According to the second aspect of the present invention, since the holding groove is a tapered groove whose inlet is narrower than the inner side, the flat plate can be held at the inlet of the holding groove. Therefore, even if the end portion of the flat plate is fitted only up to the vicinity of the entrance of the holding groove due to manufacturing error or the like, the end portion of the flat plate can be reliably held by the holding groove.

[Brief description of the drawings]

FIG. 1 is a perspective view of a printed circuit board holding structure according to the present invention.

FIG. 2 is an enlarged view of a main part of a printed circuit board holding structure according to the present invention.

FIG. 3 is a sectional view taken along line 3-3 in FIG. 2;

FIG. 4 is an operation explanatory view of a printed circuit board holding structure in a storage box.

FIG. 5 is an operation explanatory view of a conventional printed circuit board holding structure.

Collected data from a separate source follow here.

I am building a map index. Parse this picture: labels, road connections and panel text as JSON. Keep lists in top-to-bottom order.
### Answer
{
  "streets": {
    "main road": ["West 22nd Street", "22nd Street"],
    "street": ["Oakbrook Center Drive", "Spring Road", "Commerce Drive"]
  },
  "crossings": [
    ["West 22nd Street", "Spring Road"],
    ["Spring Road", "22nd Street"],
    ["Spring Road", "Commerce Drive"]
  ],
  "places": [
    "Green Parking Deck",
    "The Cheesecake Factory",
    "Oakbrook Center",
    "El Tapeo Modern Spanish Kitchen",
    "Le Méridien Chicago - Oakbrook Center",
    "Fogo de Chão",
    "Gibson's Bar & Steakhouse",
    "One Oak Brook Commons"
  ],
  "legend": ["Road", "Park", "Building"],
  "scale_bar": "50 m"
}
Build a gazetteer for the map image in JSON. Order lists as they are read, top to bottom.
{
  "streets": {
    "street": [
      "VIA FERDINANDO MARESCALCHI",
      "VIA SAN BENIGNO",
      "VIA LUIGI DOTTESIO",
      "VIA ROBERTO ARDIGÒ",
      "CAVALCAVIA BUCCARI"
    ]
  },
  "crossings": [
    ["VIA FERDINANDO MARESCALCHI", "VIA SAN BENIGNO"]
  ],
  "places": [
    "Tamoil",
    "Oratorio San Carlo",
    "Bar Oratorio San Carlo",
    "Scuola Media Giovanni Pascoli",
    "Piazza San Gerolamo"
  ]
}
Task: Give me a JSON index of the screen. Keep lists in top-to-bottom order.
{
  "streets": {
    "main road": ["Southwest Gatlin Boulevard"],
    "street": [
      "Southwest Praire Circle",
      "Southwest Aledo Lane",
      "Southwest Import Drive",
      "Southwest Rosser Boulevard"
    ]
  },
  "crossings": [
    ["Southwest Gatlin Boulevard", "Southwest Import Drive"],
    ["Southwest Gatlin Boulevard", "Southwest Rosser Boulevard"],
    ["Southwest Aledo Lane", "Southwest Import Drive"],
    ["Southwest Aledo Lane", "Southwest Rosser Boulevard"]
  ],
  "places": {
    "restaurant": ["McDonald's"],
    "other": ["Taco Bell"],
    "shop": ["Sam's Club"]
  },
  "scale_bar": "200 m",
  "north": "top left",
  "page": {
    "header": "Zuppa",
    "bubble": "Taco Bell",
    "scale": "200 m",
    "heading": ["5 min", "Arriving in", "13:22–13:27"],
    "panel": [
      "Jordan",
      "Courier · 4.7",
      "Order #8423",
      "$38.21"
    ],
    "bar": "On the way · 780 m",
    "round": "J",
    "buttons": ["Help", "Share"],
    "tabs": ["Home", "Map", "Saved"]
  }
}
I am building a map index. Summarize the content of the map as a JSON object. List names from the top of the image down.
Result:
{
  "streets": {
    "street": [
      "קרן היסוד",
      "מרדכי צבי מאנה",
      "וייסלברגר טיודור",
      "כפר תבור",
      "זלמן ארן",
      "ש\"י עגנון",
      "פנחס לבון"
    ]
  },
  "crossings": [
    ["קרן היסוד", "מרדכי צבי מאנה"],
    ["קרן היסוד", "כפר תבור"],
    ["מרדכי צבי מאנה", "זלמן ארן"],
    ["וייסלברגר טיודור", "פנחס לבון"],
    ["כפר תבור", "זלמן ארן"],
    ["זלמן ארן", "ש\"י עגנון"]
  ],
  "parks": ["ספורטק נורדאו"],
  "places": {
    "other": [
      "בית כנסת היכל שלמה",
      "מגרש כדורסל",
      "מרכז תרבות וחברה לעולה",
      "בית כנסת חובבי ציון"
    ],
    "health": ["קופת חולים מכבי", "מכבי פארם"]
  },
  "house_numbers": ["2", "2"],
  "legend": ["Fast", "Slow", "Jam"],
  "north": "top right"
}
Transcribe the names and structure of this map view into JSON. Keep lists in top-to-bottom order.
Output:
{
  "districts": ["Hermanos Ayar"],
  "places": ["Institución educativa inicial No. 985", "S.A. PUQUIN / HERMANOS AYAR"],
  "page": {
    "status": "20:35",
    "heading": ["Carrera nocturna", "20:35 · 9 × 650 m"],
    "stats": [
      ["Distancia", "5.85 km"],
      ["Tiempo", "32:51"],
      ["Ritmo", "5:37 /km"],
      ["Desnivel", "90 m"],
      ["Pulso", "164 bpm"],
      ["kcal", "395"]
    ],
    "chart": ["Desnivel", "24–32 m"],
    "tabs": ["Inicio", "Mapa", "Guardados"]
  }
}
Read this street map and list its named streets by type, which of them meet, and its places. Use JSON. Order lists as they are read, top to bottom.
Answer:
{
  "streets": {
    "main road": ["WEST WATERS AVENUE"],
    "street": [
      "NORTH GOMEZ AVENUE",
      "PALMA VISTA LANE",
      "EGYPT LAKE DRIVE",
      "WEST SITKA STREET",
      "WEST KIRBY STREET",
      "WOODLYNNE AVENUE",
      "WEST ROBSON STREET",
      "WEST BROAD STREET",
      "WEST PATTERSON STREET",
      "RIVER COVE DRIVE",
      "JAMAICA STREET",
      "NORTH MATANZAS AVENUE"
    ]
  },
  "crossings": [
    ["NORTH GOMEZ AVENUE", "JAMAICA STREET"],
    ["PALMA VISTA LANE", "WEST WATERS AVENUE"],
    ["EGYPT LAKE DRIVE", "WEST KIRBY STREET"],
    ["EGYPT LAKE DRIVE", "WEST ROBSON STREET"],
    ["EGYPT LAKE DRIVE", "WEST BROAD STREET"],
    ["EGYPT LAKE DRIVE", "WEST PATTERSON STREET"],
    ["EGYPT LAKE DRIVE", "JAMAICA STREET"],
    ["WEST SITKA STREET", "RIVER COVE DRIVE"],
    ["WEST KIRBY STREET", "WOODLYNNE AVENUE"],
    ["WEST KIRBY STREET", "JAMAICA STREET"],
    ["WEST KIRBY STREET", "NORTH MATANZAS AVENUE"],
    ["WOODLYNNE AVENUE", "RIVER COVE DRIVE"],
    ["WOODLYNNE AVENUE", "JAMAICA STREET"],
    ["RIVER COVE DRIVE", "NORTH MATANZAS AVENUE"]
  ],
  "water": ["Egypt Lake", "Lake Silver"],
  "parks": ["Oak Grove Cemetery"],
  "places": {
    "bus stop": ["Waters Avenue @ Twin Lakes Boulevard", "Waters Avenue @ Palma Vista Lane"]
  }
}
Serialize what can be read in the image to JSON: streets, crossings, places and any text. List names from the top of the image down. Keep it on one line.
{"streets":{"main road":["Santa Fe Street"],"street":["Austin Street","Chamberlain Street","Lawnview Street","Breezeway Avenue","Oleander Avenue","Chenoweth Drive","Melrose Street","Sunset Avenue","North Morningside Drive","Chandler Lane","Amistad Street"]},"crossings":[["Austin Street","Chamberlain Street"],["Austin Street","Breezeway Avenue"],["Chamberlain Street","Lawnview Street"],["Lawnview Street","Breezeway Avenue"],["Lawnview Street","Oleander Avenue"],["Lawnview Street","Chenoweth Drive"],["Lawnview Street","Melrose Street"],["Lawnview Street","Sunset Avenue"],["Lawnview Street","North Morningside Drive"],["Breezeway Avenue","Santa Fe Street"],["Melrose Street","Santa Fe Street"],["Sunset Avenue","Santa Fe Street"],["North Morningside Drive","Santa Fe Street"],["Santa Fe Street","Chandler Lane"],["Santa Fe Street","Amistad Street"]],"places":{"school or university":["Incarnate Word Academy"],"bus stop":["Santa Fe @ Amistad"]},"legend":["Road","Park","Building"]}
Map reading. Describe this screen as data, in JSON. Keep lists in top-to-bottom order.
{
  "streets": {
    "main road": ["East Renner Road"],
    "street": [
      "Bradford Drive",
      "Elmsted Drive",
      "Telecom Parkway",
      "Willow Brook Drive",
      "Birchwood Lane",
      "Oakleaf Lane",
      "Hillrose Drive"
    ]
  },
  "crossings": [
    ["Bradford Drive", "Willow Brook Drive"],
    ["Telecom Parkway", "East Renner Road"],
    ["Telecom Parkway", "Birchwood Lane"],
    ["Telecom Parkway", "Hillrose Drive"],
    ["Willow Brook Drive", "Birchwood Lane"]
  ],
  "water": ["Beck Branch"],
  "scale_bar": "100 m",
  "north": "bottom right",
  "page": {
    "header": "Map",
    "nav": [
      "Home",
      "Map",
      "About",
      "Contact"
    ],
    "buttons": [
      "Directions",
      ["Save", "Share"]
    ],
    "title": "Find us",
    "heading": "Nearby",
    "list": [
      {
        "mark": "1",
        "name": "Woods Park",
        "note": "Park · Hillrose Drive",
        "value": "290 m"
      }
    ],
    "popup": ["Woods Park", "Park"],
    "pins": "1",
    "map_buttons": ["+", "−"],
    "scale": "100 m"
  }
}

FIG. 6 is a plan view showing another form of a conventional printed circuit board holding structure.

[Explanation of symbols]

2 ... storage box, 5 ... rocking beam, 6 ... rocking claw, 7 ... stopper, 8 ... nipping groove, 8a ... inlet, 10 ... printed circuit board (flat plate).

Claims (2)

[Claims] 1. A stopper and a swinging pawl are provided in a storage box having at least one surface opened, and a flat plate such as a printed circuit board inserted from the opening is applied to the stopper and the swinging pawl prevents it from coming out toward the front. A structure for holding a flat plate in a storage box configured as described above, wherein the swing beam supporting the swing claw is also provided with the stopper, and a flat plate holding groove is formed between the swing claw and the stopper. A flat plate holding structure in a box. 2. The holding structure for a flat plate in a storage box according to claim 1, wherein the holding groove is a tapered groove whose inlet is narrower than the inner side.